Some minutes later he heard low voices beyond. The door opened and Uni appeared, bleary-eyed and clutching his sleeping kilt. Ahmose followed him into the room. Kamose could see three faces in the shadows behind Ahmose, and fortunately two of them were local bodyguards. Kamose, panting now, beckoned his own in after his brother and bade him close the door. “Are you my loyal servant?” he asked the man, straightening and walking to his chest. “Will you obey me whatever the consequences?” The soldier nodded.

“You know I will, Prince. Have I not stood at your door and at your side for many years?” He sounded offended.

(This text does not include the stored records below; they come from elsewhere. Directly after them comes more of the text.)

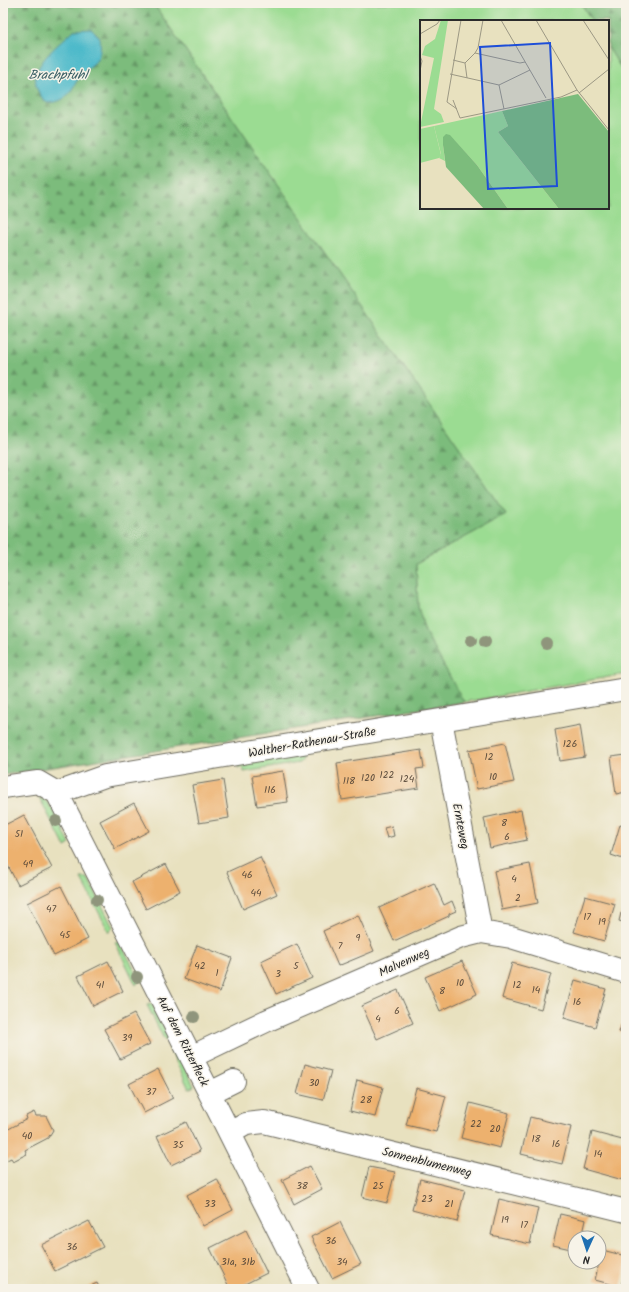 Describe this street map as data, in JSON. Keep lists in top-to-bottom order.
{
  "streets": {
    "street": [
      "Walther-Rathenau-Straße",
      "Ernteweg",
      "Malvenweg",
      "Auf dem Ritterfleck",
      "Sonnenblumenweg"
    ]
  },
  "crossings": [
    ["Walther-Rathenau-Straße", "Ernteweg"],
    ["Walther-Rathenau-Straße", "Auf dem Ritterfleck"],
    ["Ernteweg", "Malvenweg"],
    ["Malvenweg", "Auf dem Ritterfleck"],
    ["Auf dem Ritterfleck", "Sonnenblumenweg"]
  ],
  "water": ["Brachpfuhl"],
  "house_numbers": [
    "126",
    "12",
    "122",
    "10",
    "120",
    "124",
    "118",
    "116",
    "8",
    "51",
    "6",
    "49",
    "46",
    "4",
    "44",
    "2",
    "47",
    "17",
    "19",
    "45",
    "9",
    "7",
    "42",
    "5",
    "1",
    "3",
    "10",
    "41",
    "12",
    "14",
    "8",
    "16",
    "6",
    "4",
    "39",
    "30",
    "37",
    "28",
    "22",
    "20",
    "40",
    "18",
    "16",
    "35",
    "14",
    "38",
    "25",
    "23",
    "33",
    "21",
    "19",
    "17",
    "36",
    "36",
    "31a, 31b",
    "34"
  ],
  "north": "bottom"
} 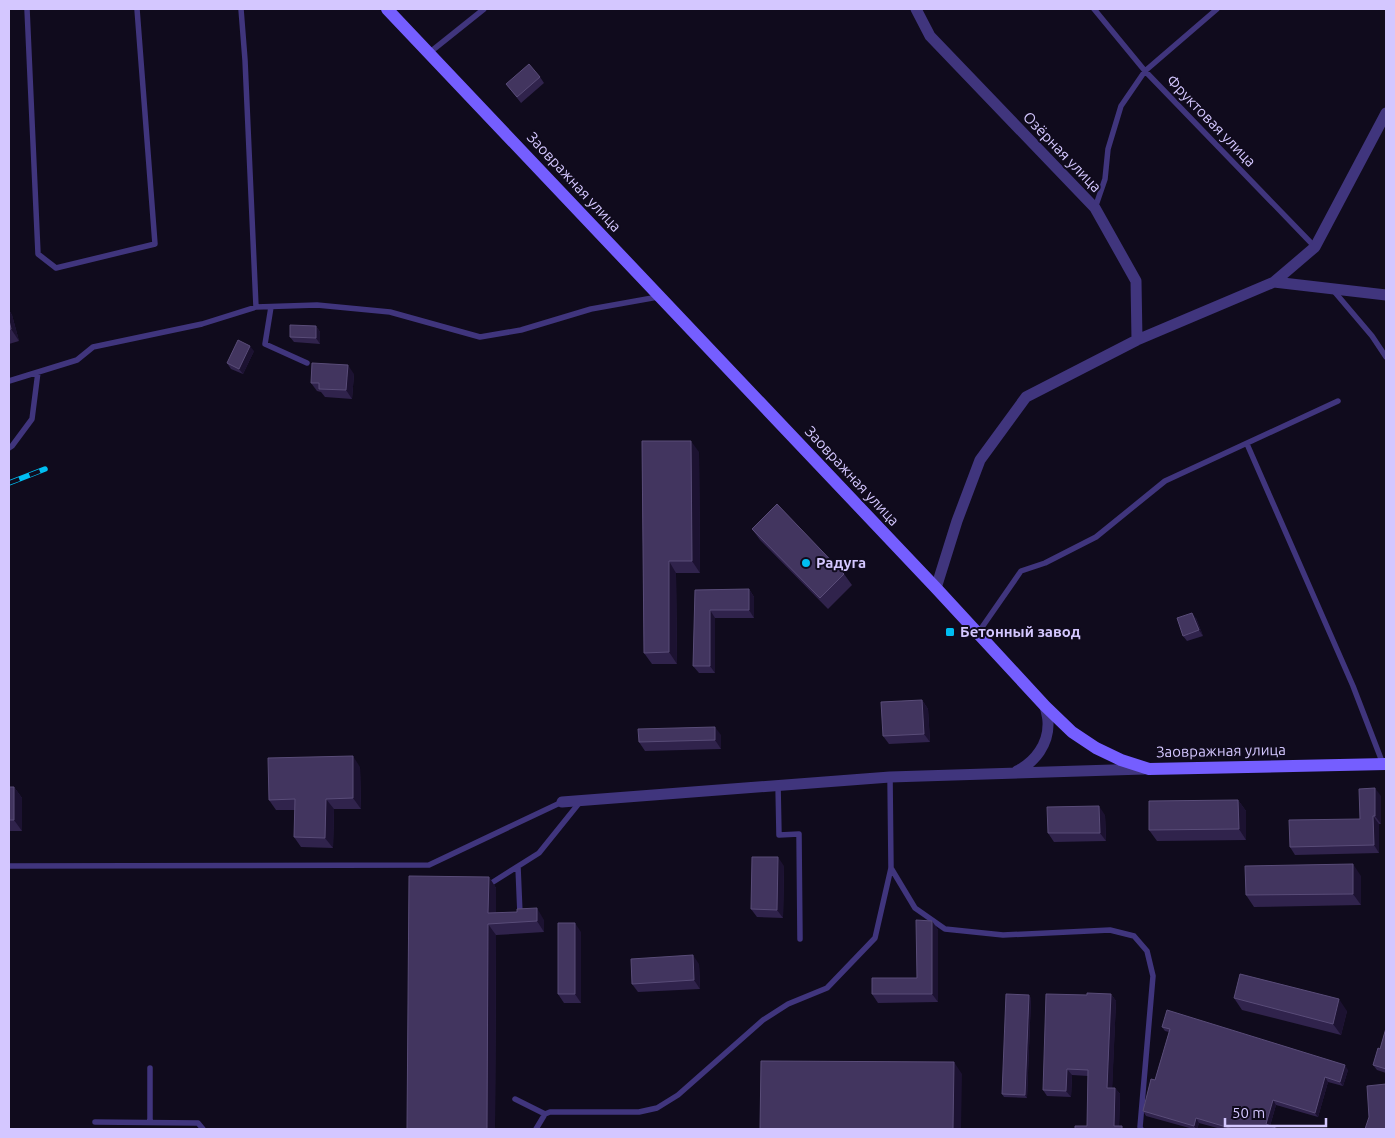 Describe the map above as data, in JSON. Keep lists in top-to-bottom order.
{
  "streets": {
    "street": ["Озёрная улица", "Заовражная улица"],
    "lane": ["Фруктовая улица"]
  },
  "places": {
    "other": ["Радуга"],
    "transit": ["Бетонный завод"]
  },
  "scale_bar": "50 m"
} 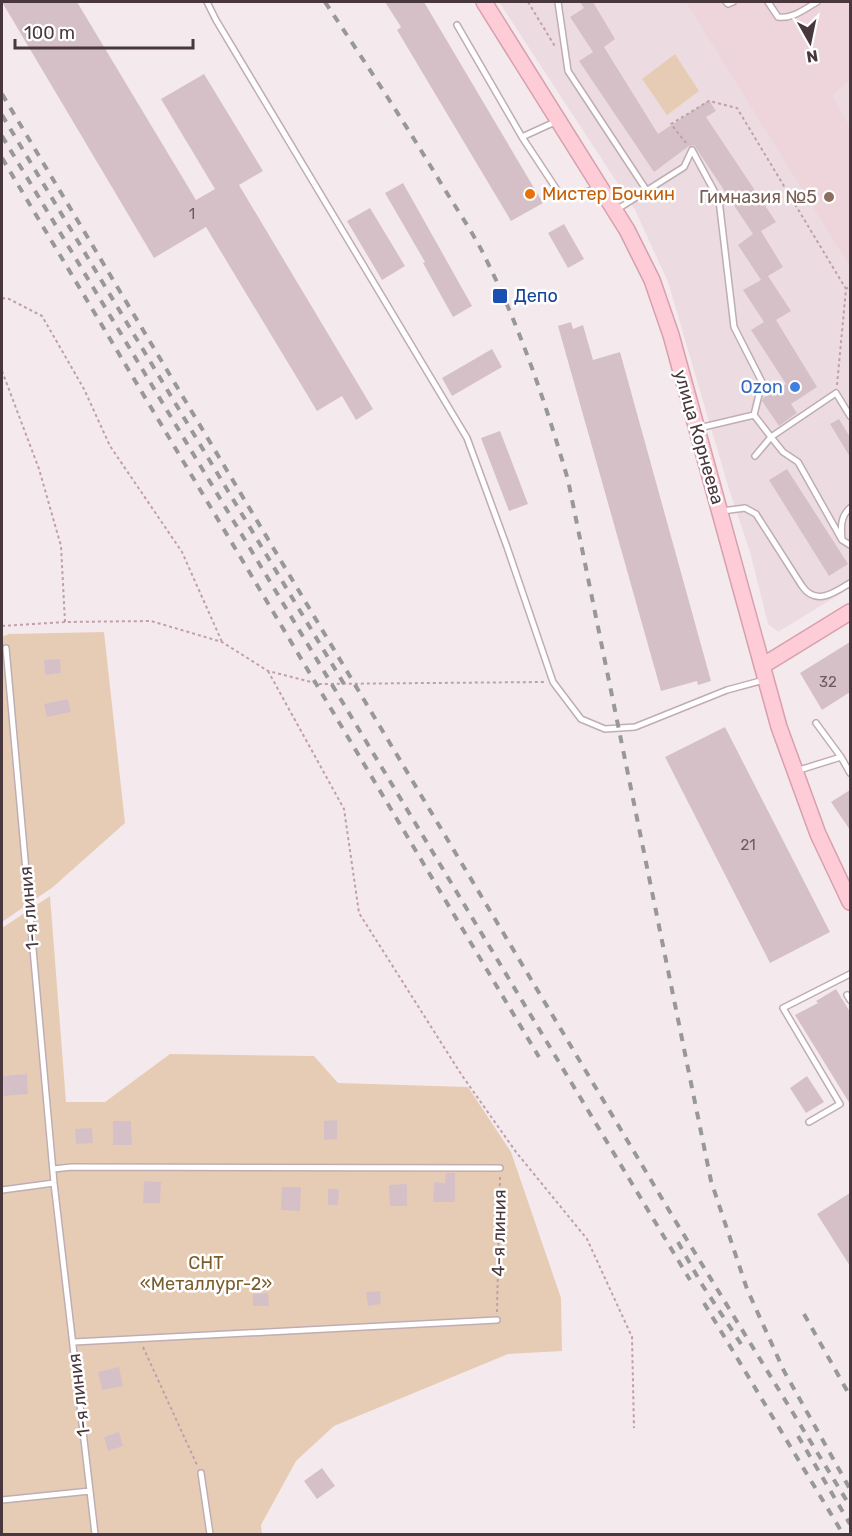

“Good,” Kamose shot at him crisply. “In a moment I want you to kill the Setiu outside, then go with my steward. Uni, you are to take both the local guards and go immediately
to the quarters where Dudu’s staff sleeps. If you are unfortunate enough to meet more Setiu men, kill them at once. Set up soldiers around Dudu’s servants so that not one of them can walk out of his cell without being seen. They are not to leave, not even to walk along the passage, for any reason at all.” He was fingering the contents of the chest impatiently as he spoke, then he stood, a dagger in his hand. Fleetingly he thought how the last time he had seen it, it had been held in the delicate grasp of the woman in his dreams. The soldier was nodding his assent. “Ahmose,” Kamose went on, “we are going to kill Dudu now, we hope in his sleep. I do not ask you to strike, only to hold him if he struggles. It must be done quietly. I cannot announce my intentions until I have the soldiers under my command. Uni, the herald left yesterday morning?”